> [Task]:
Within the listing, each line that has the string "north" should be copied.

──────── Information

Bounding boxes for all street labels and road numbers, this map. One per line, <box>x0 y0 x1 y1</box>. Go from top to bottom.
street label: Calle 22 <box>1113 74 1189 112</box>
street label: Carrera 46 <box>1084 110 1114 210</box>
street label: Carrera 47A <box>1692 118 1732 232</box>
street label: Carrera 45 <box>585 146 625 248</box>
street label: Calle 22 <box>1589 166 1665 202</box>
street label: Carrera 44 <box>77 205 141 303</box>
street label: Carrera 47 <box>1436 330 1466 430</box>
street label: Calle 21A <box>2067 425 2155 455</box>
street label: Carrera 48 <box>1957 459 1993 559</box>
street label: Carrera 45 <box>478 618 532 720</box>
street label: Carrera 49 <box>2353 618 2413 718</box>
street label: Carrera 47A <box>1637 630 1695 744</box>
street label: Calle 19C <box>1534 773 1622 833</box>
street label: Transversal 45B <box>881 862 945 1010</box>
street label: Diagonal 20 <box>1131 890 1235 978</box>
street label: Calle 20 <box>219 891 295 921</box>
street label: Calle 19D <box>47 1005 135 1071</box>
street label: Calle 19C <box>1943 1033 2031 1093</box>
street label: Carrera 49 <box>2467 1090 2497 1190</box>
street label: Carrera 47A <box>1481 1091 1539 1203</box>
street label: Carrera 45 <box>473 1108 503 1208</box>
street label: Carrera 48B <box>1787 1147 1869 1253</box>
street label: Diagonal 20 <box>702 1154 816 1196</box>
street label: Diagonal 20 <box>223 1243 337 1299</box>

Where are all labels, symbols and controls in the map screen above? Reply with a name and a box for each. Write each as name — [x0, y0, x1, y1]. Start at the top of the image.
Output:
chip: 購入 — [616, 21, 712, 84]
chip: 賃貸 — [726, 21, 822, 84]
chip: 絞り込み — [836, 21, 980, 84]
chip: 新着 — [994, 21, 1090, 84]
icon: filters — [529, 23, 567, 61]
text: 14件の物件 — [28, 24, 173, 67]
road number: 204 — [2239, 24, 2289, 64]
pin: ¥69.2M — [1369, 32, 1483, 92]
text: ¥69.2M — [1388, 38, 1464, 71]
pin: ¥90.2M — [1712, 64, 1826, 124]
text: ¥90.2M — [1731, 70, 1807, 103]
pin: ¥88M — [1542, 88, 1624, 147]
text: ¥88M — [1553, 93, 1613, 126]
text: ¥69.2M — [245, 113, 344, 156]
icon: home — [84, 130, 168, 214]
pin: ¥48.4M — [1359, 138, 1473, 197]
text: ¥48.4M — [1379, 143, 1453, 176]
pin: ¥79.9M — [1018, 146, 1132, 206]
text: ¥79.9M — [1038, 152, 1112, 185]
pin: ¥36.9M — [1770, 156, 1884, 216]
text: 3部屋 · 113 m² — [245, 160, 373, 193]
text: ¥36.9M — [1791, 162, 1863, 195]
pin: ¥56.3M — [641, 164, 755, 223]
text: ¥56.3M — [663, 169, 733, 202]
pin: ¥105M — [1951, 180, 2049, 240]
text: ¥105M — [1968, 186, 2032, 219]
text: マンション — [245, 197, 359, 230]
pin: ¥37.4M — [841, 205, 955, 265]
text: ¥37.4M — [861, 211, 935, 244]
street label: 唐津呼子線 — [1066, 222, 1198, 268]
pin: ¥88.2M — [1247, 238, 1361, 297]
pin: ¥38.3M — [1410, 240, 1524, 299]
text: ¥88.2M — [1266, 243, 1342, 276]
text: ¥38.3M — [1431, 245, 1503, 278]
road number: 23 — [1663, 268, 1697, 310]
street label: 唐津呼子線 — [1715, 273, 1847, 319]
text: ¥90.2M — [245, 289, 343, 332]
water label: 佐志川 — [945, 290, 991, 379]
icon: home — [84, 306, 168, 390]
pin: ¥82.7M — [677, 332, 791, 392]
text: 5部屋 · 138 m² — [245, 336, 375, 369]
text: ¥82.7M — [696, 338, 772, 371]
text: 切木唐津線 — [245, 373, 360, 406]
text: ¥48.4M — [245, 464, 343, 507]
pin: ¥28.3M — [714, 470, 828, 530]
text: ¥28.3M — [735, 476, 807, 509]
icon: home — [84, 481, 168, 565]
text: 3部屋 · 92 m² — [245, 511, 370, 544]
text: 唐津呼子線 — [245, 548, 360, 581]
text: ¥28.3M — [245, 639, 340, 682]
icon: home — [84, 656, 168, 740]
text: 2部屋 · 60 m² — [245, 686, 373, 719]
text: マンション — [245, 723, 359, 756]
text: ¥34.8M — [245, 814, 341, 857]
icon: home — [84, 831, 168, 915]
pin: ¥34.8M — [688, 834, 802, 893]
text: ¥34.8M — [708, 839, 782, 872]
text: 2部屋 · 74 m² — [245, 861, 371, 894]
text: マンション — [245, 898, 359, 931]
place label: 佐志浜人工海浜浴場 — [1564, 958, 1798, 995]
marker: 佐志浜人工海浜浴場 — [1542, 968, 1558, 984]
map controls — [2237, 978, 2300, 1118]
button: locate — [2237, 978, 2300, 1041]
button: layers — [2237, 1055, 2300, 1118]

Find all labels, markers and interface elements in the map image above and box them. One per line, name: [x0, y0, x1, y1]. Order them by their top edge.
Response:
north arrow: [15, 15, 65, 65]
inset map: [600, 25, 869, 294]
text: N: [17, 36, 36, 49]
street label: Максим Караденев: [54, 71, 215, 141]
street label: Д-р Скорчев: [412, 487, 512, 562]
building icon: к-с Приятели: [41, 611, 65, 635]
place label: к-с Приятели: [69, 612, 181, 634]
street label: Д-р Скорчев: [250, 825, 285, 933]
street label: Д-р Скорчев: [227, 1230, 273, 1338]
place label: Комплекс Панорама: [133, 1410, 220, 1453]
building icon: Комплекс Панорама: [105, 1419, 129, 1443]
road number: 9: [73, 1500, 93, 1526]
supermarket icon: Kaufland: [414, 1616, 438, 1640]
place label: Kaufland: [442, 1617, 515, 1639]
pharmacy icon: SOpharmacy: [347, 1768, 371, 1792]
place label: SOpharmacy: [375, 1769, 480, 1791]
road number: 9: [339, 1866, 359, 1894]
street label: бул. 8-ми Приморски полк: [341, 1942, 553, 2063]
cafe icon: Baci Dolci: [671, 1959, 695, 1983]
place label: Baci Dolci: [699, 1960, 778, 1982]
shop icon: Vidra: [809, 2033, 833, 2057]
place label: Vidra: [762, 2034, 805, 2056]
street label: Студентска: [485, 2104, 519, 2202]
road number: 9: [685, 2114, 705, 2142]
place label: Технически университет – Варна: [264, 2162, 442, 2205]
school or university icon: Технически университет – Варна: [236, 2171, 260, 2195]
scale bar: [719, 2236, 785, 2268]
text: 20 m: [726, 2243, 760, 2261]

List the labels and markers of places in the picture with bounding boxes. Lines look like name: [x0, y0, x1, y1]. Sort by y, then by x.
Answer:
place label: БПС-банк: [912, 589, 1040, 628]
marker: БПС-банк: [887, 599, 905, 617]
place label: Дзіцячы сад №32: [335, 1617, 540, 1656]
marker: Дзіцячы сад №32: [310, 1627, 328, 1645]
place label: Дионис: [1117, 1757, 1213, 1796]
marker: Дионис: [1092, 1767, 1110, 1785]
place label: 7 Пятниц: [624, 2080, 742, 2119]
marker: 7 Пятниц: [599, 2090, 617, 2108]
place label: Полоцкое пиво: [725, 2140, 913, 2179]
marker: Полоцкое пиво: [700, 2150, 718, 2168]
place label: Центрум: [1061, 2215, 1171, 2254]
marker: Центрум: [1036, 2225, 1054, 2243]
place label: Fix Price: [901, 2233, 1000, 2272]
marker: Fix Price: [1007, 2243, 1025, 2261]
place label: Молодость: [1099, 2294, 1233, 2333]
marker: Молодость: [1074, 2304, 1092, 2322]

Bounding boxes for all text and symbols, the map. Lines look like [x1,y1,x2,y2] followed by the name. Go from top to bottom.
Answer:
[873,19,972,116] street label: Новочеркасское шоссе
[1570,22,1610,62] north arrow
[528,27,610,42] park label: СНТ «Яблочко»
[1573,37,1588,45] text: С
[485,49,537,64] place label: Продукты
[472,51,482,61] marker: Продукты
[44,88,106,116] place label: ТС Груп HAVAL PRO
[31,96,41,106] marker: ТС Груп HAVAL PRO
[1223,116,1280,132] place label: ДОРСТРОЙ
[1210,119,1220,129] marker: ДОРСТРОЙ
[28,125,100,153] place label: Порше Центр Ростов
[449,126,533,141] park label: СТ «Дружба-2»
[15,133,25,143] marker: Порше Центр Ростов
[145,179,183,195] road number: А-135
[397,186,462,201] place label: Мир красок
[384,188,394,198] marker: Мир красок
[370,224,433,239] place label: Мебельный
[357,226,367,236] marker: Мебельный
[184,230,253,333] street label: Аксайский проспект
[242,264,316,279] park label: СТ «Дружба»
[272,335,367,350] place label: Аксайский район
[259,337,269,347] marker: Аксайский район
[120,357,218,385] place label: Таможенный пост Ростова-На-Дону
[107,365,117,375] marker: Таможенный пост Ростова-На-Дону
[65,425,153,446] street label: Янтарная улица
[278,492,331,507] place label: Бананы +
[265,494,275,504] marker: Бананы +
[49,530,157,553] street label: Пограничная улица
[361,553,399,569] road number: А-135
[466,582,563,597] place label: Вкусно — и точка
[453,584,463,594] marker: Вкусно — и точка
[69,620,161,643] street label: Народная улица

────────────────

> [Answer area]:
north arrow: [15, 15, 65, 65]
[1570,22,1610,62] north arrow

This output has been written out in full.